[Data entries]
□ □ □ □ □

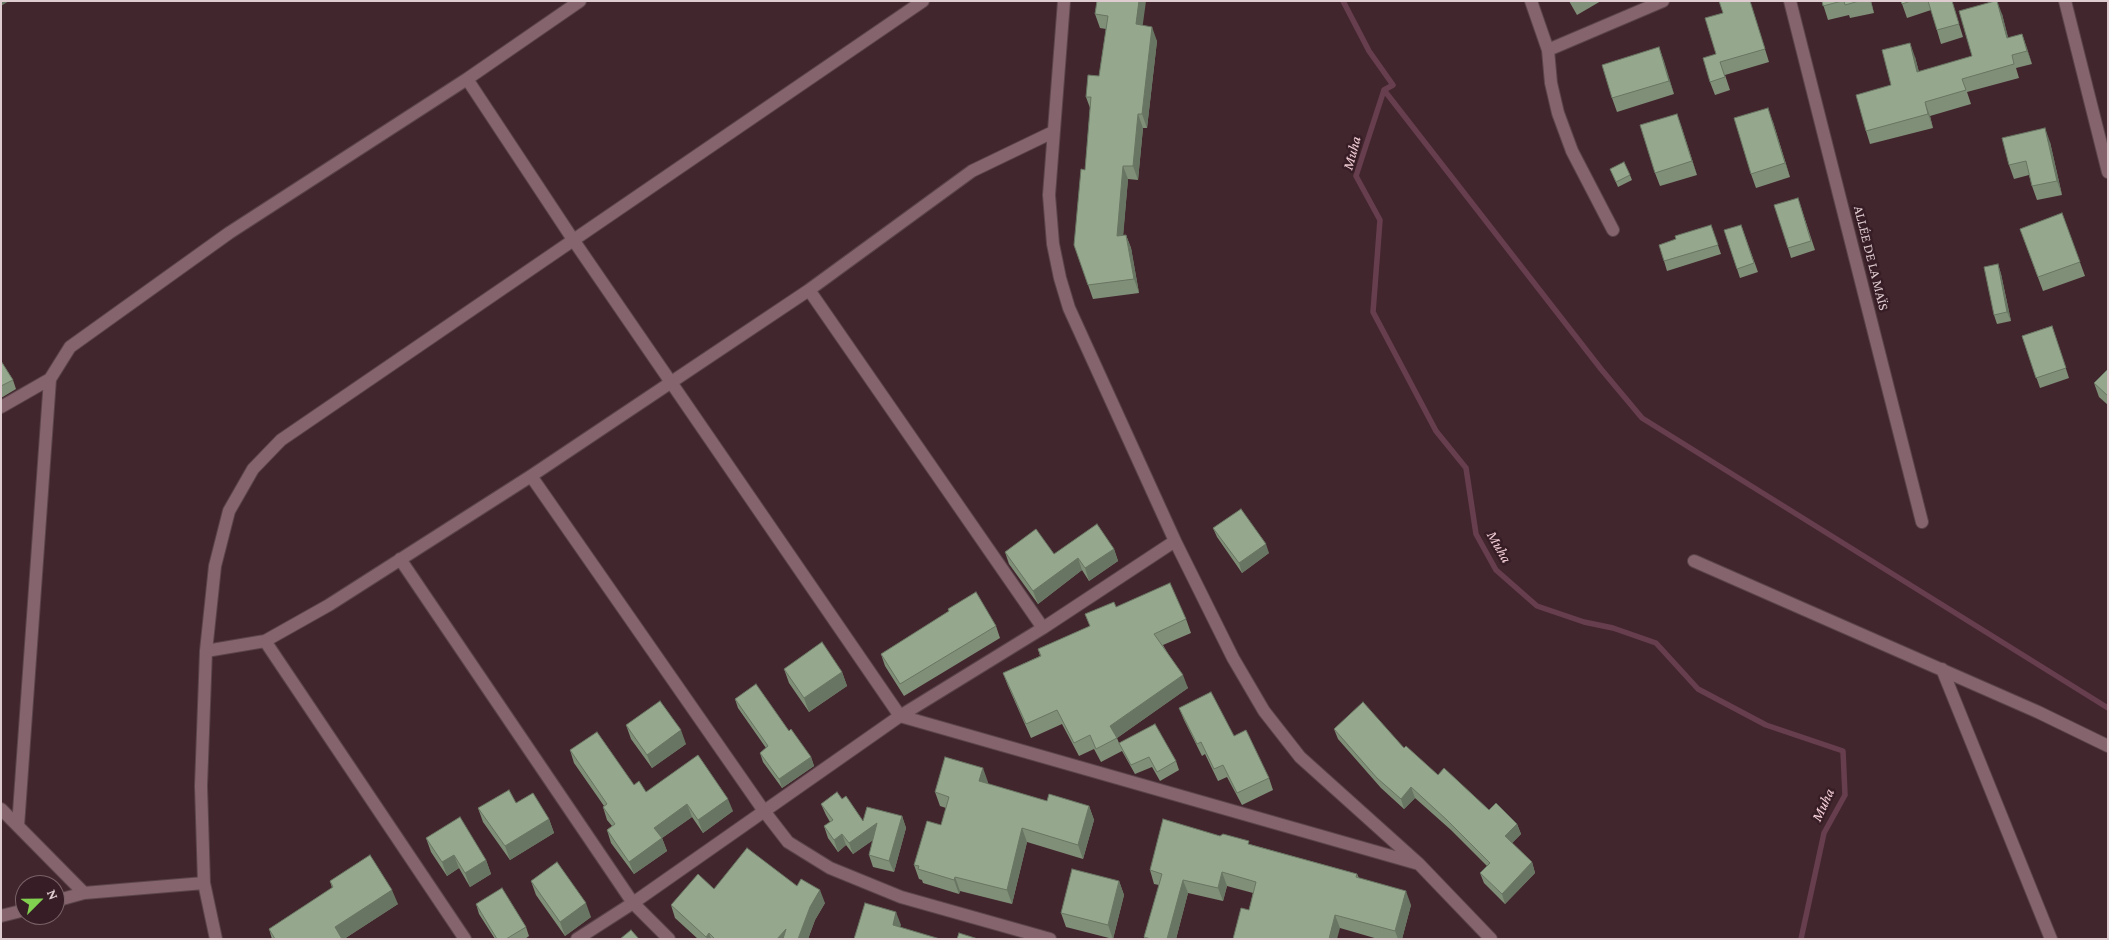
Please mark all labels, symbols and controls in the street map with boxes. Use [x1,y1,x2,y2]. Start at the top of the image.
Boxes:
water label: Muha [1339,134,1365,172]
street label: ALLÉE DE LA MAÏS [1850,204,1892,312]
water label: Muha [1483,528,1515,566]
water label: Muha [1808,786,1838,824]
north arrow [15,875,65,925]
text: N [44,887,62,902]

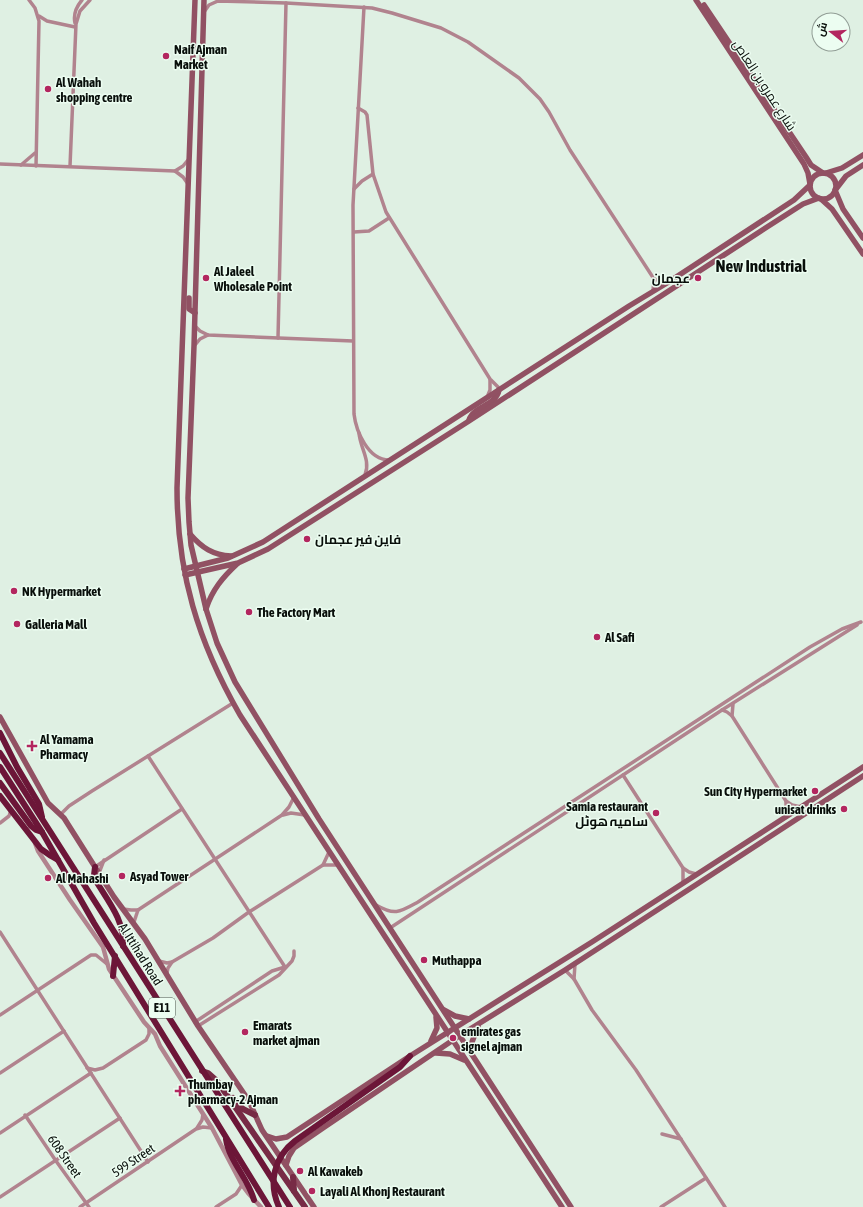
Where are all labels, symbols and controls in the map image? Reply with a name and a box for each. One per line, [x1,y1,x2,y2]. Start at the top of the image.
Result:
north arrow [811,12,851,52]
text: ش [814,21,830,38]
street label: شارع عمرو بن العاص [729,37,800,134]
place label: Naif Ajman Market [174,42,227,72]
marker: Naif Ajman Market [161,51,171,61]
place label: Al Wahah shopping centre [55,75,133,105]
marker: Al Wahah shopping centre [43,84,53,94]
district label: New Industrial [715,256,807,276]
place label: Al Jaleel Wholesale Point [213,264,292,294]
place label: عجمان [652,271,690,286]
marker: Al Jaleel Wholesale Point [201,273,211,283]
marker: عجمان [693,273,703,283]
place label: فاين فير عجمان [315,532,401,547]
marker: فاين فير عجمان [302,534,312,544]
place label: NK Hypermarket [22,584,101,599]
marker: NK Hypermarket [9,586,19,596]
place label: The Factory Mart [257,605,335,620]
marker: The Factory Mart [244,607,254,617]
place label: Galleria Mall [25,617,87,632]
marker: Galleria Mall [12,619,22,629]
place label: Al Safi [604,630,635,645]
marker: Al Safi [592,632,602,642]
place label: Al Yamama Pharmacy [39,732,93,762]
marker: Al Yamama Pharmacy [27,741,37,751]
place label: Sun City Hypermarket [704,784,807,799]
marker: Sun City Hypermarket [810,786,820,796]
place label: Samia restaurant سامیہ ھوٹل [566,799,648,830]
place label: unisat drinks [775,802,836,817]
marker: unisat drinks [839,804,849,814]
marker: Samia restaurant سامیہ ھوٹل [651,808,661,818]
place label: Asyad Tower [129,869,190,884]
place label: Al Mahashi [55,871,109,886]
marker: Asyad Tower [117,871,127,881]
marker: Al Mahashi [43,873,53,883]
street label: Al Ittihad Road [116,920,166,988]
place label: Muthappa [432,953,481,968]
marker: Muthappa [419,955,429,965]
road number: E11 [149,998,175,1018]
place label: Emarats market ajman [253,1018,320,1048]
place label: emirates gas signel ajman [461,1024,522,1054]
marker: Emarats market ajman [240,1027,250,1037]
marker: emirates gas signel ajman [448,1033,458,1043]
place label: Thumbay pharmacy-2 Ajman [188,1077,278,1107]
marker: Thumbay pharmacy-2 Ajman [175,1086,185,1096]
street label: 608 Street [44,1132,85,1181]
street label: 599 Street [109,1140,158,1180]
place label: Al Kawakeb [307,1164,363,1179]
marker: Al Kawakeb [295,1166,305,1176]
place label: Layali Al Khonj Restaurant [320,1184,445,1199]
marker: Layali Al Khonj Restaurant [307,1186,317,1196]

□ □ □ □ □

Leaving the images behind, set down every entry word for word.

* REPLY *
Please mark all labels, symbols and controls in the street map with boxes. Use [x1,y1,x2,y2]. Start at the top of the image.
Boxes:
water label: Muha [1339,134,1365,172]
street label: ALLÉE DE LA MAÏS [1850,204,1892,312]
water label: Muha [1483,528,1515,566]
water label: Muha [1808,786,1838,824]
north arrow [15,875,65,925]
text: N [44,887,62,902]

Where are all labels, symbols and controls in the map image? Reply with a name and a box for each. One per line, [x1,y1,x2,y2]. Start at the top of the image.
Result:
north arrow [811,12,851,52]
text: ش [814,21,830,38]
street label: شارع عمرو بن العاص [729,37,800,134]
place label: Naif Ajman Market [174,42,227,72]
marker: Naif Ajman Market [161,51,171,61]
place label: Al Wahah shopping centre [55,75,133,105]
marker: Al Wahah shopping centre [43,84,53,94]
district label: New Industrial [715,256,807,276]
place label: Al Jaleel Wholesale Point [213,264,292,294]
place label: عجمان [652,271,690,286]
marker: Al Jaleel Wholesale Point [201,273,211,283]
marker: عجمان [693,273,703,283]
place label: فاين فير عجمان [315,532,401,547]
marker: فاين فير عجمان [302,534,312,544]
place label: NK Hypermarket [22,584,101,599]
marker: NK Hypermarket [9,586,19,596]
place label: The Factory Mart [257,605,335,620]
marker: The Factory Mart [244,607,254,617]
place label: Galleria Mall [25,617,87,632]
marker: Galleria Mall [12,619,22,629]
place label: Al Safi [604,630,635,645]
marker: Al Safi [592,632,602,642]
place label: Al Yamama Pharmacy [39,732,93,762]
marker: Al Yamama Pharmacy [27,741,37,751]
place label: Sun City Hypermarket [704,784,807,799]
marker: Sun City Hypermarket [810,786,820,796]
place label: Samia restaurant سامیہ ھوٹل [566,799,648,830]
place label: unisat drinks [775,802,836,817]
marker: unisat drinks [839,804,849,814]
marker: Samia restaurant سامیہ ھوٹل [651,808,661,818]
place label: Asyad Tower [129,869,190,884]
place label: Al Mahashi [55,871,109,886]
marker: Asyad Tower [117,871,127,881]
marker: Al Mahashi [43,873,53,883]
street label: Al Ittihad Road [116,920,166,988]
place label: Muthappa [432,953,481,968]
marker: Muthappa [419,955,429,965]
road number: E11 [149,998,175,1018]
place label: Emarats market ajman [253,1018,320,1048]
place label: emirates gas signel ajman [461,1024,522,1054]
marker: Emarats market ajman [240,1027,250,1037]
marker: emirates gas signel ajman [448,1033,458,1043]
place label: Thumbay pharmacy-2 Ajman [188,1077,278,1107]
marker: Thumbay pharmacy-2 Ajman [175,1086,185,1096]
street label: 608 Street [44,1132,85,1181]
street label: 599 Street [109,1140,158,1180]
place label: Al Kawakeb [307,1164,363,1179]
marker: Al Kawakeb [295,1166,305,1176]
place label: Layali Al Khonj Restaurant [320,1184,445,1199]
marker: Layali Al Khonj Restaurant [307,1186,317,1196]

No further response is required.